5.2. Destituito di fondamento è anche il secondo motivo d’appello, con cui si censura la statuizione di conferma della legittimità della motivazione del diniego di condono incentrata sulla mancata ultimazione dell’opera entro il 31 marzo 2003.
Premesso, in linea di diritto, che la prova dell’integrazione del requisito dell’anteriorità dell’ultimazione dell’opera rispetto al termine di legge del 31 marzo 2003 (sia in sede procedimentale, sia in sede giudiziale) fa carico al soggetto privato che abbia presentato la domanda di condono ex l. n. 326/2003, atteso il carattere eccezionale di tale istituto e stante l’operatività del principio della ‘vicinanza alla prova’ (v. sul punto, ex plurimis, Cons. Stato, Sez.

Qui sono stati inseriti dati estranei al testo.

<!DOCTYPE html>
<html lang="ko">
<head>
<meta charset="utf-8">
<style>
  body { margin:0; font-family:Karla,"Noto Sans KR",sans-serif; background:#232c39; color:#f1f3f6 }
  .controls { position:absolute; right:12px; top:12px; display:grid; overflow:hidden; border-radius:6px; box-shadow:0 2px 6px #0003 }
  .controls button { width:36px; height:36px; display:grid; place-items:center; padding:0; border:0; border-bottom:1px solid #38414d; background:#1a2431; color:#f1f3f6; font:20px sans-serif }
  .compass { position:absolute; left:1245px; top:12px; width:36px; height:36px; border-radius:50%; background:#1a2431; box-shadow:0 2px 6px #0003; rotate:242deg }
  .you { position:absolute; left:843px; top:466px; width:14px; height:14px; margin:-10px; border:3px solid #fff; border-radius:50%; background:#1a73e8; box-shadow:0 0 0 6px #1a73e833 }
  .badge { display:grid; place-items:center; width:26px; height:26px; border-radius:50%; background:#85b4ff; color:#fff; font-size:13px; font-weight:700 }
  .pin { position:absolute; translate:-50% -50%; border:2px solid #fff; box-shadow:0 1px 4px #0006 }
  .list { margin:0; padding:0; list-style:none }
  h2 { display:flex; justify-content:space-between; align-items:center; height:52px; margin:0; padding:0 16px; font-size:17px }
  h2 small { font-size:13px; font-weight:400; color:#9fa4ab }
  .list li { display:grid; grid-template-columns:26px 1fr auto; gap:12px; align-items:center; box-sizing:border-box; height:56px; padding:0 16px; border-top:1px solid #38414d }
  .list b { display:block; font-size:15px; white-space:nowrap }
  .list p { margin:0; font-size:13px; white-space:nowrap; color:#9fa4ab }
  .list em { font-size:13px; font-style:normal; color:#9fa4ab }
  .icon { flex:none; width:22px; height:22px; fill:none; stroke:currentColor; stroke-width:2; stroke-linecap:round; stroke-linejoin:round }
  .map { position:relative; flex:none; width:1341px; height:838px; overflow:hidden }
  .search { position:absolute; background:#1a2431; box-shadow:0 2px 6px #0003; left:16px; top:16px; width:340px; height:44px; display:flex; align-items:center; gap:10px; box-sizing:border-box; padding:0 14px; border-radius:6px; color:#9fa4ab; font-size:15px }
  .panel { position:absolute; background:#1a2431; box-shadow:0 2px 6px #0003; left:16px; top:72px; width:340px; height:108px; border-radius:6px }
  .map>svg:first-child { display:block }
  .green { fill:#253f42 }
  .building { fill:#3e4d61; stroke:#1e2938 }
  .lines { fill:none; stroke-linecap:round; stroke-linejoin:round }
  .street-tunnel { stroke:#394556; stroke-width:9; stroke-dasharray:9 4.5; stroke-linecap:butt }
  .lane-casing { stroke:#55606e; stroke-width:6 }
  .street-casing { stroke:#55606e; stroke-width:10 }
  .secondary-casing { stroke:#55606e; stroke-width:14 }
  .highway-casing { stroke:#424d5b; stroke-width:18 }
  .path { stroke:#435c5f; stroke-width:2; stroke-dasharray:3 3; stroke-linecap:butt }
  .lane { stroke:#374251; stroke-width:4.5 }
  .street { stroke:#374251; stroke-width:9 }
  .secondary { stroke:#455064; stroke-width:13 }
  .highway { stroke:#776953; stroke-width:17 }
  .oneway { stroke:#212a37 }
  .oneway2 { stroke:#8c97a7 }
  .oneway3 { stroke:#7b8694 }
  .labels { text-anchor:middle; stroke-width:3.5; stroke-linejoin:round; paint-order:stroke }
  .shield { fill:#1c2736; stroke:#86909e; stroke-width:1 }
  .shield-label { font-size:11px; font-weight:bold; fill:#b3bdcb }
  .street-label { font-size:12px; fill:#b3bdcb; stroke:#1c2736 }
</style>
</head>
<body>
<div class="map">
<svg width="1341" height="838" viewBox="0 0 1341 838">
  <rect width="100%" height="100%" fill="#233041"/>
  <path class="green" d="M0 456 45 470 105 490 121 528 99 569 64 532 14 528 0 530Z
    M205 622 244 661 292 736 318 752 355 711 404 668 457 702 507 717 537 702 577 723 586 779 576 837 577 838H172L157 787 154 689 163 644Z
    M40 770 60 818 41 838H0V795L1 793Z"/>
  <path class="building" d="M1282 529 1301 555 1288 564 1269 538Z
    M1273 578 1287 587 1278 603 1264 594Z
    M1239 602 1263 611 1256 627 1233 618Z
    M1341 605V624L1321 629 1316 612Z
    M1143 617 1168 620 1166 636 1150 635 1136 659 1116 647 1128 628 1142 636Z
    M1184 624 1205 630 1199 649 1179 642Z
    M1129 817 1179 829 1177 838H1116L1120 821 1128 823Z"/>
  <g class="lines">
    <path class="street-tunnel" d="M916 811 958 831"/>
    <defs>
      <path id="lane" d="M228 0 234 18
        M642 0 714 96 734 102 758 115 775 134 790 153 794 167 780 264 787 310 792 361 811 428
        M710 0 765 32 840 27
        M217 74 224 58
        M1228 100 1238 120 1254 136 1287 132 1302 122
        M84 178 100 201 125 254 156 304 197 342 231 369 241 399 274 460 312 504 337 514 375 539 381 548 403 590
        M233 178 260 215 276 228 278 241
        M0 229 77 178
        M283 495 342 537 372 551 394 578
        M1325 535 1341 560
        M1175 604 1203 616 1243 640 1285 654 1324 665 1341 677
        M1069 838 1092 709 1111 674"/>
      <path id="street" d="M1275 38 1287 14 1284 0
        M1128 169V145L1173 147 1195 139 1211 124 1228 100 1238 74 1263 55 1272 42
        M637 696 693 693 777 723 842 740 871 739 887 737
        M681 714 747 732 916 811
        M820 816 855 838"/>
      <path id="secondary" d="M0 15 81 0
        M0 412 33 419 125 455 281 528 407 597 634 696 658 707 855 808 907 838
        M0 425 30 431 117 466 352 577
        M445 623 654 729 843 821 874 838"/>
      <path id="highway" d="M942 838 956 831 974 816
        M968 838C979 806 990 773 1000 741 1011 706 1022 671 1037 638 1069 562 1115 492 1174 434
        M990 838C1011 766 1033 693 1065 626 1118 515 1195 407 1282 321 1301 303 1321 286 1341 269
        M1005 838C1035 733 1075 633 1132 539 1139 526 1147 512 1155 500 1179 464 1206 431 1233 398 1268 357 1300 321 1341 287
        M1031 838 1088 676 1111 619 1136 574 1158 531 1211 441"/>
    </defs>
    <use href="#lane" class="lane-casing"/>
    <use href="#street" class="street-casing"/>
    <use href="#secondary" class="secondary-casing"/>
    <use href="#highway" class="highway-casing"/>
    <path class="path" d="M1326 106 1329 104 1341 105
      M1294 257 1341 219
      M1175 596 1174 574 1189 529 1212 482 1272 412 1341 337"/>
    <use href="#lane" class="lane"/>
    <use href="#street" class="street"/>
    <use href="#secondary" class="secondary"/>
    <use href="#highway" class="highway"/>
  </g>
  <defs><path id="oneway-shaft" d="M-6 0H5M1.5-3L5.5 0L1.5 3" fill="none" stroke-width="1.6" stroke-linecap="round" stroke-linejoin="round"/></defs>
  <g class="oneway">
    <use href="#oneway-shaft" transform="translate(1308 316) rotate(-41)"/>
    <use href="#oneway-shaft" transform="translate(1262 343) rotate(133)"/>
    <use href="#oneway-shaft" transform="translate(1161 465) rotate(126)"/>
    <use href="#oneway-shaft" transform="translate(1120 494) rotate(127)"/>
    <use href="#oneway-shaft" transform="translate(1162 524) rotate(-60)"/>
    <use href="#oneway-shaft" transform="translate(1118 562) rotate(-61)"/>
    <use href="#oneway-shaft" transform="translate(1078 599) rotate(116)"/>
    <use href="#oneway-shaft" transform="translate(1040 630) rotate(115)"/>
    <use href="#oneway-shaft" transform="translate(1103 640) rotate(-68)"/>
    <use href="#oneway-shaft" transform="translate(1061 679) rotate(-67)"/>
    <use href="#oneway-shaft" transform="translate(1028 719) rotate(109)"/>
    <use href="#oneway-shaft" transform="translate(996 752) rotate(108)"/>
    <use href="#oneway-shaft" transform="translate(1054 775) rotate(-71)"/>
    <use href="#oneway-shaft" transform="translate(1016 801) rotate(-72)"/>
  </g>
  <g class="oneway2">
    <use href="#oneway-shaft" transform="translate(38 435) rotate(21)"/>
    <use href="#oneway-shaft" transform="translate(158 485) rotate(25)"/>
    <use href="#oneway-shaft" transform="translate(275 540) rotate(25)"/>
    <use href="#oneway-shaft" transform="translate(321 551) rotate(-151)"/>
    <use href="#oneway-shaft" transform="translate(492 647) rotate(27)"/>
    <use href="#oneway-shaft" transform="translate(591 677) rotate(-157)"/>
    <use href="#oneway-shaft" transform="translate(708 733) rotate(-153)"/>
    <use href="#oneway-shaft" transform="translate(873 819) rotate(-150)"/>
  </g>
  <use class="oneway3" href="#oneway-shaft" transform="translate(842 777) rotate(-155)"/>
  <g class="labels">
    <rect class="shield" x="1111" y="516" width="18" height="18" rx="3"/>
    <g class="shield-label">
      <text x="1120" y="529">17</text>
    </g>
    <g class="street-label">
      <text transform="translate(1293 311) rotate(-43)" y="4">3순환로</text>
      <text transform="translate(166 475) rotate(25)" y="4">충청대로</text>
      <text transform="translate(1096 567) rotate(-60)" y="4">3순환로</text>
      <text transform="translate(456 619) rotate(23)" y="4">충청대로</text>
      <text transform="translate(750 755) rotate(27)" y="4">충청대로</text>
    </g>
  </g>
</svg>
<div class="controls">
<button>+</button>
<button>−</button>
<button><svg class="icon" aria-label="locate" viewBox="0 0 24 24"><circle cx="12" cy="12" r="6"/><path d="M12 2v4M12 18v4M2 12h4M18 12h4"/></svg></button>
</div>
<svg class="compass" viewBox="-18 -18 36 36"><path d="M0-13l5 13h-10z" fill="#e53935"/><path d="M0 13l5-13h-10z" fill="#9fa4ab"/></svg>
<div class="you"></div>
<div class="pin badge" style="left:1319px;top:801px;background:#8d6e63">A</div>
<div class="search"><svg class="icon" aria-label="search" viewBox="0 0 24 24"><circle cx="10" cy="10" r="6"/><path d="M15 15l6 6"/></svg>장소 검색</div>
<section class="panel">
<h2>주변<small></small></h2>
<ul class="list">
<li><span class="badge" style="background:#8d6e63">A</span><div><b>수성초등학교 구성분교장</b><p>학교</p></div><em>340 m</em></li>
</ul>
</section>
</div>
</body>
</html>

VI, 9 luglio 2018, n. 4168, con ulteriori richiami), talché anche la semplice carenza di prova deve ritenersi sufficiente per respingere l’istanza (e il ricorso giudiziale), si osserva che nel caso di specie, all’esito di una valutazione approfondita e unitaria dell’acquisito materiale istruttorio, deve escludersi che sia stata raggiunta la prova che l’opera in questione fosse stata realizzata entro la data del 31 marzo 2003, in quanto:
- dal verbale della Polizia Municipale del 2 agosto 2004 e dal rapporto n. 28890/04 del 3 agosto 2004 emerge che, a quella data, non risultavano completate né le tamponature del fabbricato (ossia, tutte le pareti-portata di chiusura perimetrale) né il solaio di copertura del piano rialzato (in particolare, l’incompiutezza dell’opera è evincibile ictu oculi dall’ivi allegata documentazione fotografica);
- tali risultanze istruttorie risultano ulteriormente rafforzate dagli elementi oggetto degli accertamenti di fatto contenuti nella sentenza della Corte di Appello di Salerno n. 451/2009 (dichiarativa di non doversi procedere per estinzione delle contravvenzioni edilizie in seguito ad intervenuta prescrizione), secondo cui il fabbricato, ancora alla data del 2 agosto 2004, era parzialmente privo della tamponatura laterale e della copertura, onde escludere che la stessa potesse usufruire del condono ex l. n. 326/2003 e che sussistessero i presupposti per la pronuncia di una sentenza assolutoria ex art. 129, comma 2, Cod. proc. pen. (si precisa, al riguardo, che secondo la consolidata giurisprudenza amministrativa e civile gli atti di un processo penale definito con una sentenza penale, la quale non esplichi efficacia di giudicato nel giudizio civile o amministrativo, quale quella di non doversi procedere per intervenuta prescrizione del reato, possono tuttavia essere valorizzati come fonte documentale di elementi di prova di natura indiziaria, liberamente valutabili dal giudice investito del giudizio civile o amministrativo: v., ex plurimis, Cass. Civ., 29 ottobre 2010, n. 22200; id., 16 maggio 2000, n. 6347);
- le evidenziate risultanze istruttorie non risultano infirmate in modo decisivo dagli elementi di prova addotti a propria difesa dall’odierno appellante, risolventesi piuttosto in una diversa lettura degli elementi acquisiti al giudizio che, per quanto innanzi esposto, sono invece stati correttamente valutati nella sentenza di primo grado;
- il mancato completamento delle strutture essenziali del fabbricato – nelle quali rientrano indubbiamente le tamponature perimetrali e il solaio di copertura –, ancora alla data del 2 agosto 2004, esclude che l’opera potesse ritenersi ultimata alla data del 31 marzo 2003 (e, comunque, non è stata fornita la relativa prova piena e rigorosa, il cui onere incombe al privato), con la conseguente mancata integrazione di tale presupposto di applicabilità del condono, legittimamente rilevata nel gravato provvedimento di diniego.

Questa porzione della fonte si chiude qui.